Whereas, if I were struggling with cognitive loss—I would be the very last to know. Which made remembering the origin of the note all the more important. And all the more inaccessible.
The answer came to me a few hours later, while I was brushing my teeth. With my new electric toothbrush. The old electric toothbrush had made a buzzing sound every 30 seconds. It had put me in the habit of polishing every surface of each successive tooth, slowly and deliberately, so that each time the buzzer buzzed, I was exactly another quarter of the way through brushing. Four beeps equaled two minutes of another round of pristine dental hygiene. I would be just finishing the final wisdom tooth when the old electric toothbrush would emit a final, conclusive sounding buzz, and would turn off. The synchronicity had been very satisfying.
Over the years, however, brushing my teeth with the old electric toothbrush had become less than satisfying. The vibrations would cause the toothbrush head to shimmy up and off the communal toothbrush post. I quit using our old electric toothbrush months ago, preferring an old style manual toothbrush that didn’t suck up electricity or spit itself out. By the time my husband came around and bought us a new electric toothbrush set, I was thoroughly out of the habit of the two-minute brush.
Even so, I felt like the new electric toothbrush was working overtime. The new electric toothbrush beeped…and beeped…and beeped…and beeped, but I wasn’t in synch with it, like I’d been in synch with the old one. It seemed to me like this session was dragging on to be an awfully long two minutes. And then the answer to that nagging question finally came to me.
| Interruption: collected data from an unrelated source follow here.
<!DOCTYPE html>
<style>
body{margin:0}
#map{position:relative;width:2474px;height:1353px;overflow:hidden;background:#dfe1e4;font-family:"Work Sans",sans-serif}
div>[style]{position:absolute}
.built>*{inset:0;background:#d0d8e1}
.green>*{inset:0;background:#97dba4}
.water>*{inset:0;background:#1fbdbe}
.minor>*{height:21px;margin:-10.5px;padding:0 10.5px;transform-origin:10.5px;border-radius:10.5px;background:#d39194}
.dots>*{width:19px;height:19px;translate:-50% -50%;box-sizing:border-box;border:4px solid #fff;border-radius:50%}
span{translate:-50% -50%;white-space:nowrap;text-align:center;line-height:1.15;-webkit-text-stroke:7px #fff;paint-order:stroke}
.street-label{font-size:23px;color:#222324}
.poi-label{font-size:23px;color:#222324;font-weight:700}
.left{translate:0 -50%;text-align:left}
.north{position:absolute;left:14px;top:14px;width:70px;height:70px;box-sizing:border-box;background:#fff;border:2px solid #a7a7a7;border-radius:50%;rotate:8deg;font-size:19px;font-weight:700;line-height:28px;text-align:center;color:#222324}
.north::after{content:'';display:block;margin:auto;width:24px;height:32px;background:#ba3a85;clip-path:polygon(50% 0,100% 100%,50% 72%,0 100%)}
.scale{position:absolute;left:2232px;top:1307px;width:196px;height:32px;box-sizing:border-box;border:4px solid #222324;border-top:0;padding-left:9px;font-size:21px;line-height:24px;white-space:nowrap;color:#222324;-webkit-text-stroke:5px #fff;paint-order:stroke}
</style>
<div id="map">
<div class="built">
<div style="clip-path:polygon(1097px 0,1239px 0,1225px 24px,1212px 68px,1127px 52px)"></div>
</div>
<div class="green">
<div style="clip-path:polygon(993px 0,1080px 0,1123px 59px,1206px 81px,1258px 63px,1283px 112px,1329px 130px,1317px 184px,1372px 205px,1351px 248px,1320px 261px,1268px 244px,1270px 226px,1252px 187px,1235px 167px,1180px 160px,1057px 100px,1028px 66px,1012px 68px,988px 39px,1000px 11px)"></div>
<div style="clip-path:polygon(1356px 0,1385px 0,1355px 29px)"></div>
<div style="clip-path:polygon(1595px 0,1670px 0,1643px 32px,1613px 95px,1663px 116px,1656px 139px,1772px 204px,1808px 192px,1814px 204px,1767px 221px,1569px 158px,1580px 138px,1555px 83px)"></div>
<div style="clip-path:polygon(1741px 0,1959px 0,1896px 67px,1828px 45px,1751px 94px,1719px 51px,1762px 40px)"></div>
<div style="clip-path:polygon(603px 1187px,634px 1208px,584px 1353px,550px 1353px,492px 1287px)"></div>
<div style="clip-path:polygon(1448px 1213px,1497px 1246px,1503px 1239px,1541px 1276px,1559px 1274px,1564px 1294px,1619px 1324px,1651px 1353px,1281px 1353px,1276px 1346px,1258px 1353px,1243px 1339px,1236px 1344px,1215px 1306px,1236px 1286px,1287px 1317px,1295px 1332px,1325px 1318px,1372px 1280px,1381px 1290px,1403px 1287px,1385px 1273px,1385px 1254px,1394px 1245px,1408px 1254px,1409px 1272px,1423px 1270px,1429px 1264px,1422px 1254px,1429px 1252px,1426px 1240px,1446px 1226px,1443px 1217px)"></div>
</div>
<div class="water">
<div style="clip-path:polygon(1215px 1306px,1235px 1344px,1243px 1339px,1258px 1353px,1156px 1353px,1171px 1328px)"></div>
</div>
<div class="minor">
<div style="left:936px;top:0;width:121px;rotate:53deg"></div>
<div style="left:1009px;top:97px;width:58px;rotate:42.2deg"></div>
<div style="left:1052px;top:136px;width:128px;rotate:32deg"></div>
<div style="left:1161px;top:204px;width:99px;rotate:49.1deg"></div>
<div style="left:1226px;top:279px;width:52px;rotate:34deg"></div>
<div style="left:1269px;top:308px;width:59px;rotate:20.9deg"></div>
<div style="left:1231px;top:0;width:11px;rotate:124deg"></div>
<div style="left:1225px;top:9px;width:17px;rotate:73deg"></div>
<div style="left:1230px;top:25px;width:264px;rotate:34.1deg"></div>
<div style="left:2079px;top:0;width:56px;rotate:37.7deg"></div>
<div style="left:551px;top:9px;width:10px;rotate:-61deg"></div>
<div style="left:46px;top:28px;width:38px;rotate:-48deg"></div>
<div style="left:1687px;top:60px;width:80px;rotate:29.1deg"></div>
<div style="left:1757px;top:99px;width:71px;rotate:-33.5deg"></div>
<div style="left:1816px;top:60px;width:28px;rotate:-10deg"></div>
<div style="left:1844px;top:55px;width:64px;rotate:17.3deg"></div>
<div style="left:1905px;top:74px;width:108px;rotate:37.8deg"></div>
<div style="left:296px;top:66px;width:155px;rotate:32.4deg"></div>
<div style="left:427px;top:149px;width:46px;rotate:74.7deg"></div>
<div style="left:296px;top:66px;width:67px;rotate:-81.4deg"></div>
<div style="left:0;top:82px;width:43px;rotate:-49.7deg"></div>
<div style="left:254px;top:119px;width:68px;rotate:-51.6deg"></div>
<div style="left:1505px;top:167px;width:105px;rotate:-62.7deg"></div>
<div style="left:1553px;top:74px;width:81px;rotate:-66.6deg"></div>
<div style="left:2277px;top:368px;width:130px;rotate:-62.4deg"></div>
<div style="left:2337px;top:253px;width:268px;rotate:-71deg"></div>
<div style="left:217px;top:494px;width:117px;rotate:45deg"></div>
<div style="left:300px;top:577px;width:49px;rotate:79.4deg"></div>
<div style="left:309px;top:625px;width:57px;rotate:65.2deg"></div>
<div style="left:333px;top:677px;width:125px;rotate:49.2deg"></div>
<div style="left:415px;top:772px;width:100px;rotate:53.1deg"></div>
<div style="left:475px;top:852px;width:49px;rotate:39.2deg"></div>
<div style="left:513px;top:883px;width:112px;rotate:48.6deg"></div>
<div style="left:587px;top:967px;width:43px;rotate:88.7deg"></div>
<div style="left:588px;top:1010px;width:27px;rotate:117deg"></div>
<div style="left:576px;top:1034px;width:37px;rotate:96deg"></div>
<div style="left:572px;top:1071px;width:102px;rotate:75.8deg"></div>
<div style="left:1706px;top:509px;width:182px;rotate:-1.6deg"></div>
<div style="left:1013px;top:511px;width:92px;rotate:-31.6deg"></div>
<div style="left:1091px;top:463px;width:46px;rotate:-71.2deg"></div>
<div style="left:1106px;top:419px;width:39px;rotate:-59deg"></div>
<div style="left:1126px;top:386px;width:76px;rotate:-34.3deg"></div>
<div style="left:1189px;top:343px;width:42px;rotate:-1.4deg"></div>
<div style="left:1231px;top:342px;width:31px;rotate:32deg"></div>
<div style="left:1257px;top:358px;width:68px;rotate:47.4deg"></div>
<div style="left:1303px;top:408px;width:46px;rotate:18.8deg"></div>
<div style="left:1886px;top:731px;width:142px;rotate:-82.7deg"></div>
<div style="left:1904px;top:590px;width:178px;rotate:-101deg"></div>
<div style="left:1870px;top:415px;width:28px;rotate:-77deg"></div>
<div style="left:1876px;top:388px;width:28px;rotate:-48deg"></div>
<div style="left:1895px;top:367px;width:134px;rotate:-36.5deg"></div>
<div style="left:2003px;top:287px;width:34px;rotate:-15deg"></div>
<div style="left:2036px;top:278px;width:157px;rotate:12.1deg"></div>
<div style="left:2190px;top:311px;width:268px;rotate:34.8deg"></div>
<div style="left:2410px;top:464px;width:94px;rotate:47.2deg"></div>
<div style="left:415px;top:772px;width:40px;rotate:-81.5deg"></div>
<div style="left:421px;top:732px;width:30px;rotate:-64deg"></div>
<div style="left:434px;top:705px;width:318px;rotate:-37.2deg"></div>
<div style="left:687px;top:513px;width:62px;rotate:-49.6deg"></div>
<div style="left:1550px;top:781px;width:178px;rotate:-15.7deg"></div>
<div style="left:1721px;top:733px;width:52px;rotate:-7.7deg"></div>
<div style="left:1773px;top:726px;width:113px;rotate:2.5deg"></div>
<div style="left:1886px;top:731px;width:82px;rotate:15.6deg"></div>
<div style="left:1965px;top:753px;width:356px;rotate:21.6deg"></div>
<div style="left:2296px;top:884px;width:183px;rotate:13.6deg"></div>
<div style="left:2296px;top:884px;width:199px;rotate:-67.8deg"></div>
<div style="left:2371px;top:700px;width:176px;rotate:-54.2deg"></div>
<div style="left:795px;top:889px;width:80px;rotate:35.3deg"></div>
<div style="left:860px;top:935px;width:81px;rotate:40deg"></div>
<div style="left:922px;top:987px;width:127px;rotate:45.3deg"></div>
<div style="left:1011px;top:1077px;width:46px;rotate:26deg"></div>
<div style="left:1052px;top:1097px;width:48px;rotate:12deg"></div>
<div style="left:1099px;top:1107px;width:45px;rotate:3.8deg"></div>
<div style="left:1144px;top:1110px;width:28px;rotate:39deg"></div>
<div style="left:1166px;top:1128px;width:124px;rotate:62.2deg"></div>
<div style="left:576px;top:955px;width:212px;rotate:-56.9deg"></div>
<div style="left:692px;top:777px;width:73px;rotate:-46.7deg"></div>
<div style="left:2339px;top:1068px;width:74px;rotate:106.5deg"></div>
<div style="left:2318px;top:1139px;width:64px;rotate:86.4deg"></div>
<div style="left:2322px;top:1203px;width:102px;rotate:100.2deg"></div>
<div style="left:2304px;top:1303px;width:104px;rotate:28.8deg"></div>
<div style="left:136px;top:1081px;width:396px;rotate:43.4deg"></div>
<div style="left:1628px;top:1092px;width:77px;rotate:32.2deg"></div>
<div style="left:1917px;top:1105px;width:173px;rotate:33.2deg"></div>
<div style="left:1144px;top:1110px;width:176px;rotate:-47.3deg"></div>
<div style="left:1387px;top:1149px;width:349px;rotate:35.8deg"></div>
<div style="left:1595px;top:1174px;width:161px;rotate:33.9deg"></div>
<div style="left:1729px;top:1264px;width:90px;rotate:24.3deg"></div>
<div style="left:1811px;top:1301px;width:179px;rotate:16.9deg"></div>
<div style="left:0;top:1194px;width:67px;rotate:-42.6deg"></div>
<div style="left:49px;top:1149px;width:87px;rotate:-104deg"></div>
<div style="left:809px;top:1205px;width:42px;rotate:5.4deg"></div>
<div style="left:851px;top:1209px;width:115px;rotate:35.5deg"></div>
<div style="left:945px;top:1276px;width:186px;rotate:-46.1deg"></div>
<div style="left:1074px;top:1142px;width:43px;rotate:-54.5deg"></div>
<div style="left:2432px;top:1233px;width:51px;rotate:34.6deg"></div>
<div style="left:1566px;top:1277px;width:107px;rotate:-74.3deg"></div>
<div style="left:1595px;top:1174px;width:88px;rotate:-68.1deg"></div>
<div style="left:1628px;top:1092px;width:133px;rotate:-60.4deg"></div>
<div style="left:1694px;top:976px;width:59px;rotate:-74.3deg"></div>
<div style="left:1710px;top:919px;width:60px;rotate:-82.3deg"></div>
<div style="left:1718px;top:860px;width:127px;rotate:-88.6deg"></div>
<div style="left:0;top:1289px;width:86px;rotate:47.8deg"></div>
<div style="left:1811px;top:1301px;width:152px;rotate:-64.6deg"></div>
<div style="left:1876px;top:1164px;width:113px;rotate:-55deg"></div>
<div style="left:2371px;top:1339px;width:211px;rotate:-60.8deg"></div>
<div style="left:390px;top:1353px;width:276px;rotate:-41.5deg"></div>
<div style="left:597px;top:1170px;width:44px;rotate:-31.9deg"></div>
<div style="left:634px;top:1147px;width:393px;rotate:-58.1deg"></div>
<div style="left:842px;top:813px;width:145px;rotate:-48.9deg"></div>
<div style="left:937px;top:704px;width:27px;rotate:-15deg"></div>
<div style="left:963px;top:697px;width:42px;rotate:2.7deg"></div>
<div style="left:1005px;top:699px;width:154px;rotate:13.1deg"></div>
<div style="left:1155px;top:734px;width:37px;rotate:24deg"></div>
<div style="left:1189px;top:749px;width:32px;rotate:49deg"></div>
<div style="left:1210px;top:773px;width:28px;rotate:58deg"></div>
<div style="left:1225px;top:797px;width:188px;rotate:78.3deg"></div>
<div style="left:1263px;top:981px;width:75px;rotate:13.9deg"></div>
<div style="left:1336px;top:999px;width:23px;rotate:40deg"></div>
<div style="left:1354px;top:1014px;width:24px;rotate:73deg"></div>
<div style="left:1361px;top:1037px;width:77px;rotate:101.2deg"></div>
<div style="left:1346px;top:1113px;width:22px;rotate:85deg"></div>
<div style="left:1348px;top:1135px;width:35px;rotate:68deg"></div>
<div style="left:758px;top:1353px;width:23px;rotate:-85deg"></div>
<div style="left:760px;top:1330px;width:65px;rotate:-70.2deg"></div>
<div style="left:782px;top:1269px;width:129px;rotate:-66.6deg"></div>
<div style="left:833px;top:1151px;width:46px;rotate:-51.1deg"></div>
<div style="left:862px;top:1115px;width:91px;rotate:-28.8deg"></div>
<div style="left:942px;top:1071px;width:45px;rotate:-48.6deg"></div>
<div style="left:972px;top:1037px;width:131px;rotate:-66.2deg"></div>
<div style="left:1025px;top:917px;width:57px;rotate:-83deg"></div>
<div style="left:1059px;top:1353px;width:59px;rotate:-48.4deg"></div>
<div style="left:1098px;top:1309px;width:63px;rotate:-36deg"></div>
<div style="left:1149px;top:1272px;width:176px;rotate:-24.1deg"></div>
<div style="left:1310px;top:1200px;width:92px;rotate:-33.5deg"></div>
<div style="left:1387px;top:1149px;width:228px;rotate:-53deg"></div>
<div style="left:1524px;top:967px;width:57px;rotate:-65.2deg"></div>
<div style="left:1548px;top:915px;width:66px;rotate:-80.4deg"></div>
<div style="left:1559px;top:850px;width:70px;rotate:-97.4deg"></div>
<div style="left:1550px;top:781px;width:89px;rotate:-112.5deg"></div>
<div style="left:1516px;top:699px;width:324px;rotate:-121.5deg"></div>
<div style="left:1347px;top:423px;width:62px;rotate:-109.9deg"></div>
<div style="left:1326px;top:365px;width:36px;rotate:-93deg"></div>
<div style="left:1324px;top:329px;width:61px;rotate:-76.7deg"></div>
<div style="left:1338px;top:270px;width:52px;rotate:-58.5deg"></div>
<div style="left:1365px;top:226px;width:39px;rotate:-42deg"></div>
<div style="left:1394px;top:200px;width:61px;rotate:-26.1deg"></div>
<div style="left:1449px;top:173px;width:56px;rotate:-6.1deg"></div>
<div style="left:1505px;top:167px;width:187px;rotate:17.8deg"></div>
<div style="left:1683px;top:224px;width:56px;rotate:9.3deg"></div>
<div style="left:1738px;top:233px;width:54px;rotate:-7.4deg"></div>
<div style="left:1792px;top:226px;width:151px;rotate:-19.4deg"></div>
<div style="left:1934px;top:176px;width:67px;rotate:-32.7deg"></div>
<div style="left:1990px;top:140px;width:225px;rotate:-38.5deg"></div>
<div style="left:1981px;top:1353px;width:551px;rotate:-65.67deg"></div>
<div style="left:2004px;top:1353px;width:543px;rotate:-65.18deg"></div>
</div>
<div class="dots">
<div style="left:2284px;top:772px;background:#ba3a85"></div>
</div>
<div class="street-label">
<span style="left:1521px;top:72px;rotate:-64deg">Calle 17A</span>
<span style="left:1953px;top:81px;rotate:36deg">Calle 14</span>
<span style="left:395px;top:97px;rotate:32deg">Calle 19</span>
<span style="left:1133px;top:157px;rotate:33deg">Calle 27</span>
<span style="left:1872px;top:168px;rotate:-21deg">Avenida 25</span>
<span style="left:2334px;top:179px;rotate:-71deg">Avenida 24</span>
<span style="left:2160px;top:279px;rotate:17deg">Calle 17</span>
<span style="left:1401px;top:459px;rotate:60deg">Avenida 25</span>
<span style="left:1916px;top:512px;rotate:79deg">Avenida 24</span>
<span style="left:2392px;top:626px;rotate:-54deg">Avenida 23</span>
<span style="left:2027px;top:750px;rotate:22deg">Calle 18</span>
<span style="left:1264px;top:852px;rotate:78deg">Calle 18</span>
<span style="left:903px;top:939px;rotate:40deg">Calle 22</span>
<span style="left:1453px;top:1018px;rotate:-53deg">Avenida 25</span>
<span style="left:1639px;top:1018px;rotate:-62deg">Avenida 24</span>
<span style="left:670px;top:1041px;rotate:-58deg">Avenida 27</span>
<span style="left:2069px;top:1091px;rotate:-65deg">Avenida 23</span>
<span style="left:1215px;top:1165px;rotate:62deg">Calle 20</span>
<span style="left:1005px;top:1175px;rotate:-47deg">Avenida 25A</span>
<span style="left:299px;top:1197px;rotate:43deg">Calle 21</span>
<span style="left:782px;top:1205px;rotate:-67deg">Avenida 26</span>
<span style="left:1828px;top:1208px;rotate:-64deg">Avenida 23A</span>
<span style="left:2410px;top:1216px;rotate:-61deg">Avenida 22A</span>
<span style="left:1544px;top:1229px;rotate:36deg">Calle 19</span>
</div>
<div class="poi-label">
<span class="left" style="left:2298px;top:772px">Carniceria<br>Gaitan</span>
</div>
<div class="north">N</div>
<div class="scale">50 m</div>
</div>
When I had written the Post-it note, I’d had a vibrating toothbrush in my mouth for what I could swear had been more than two minutes. The darn thing would just not shut off. I’d tried pressing the off button with my feeble finger. It only buzzed the louder. And vibrated more. So I’d sidled up to my strong-fingered husband as he tapped away on his computer. I couldn’t very well pull a vibrating toothbrush out of my mouth to ask him if this new fangled electric toothbrush was on a two-minute timer, like the last one. I reached for a pen. And a Post-it note.
And wrote…

author’s note: As it turns out, my husband had not posted the note in his little black book. He hadn’t been as concerned as I’d thought. When I went hunting for the visual aid, he recovered the crumpled Post-it from the trash.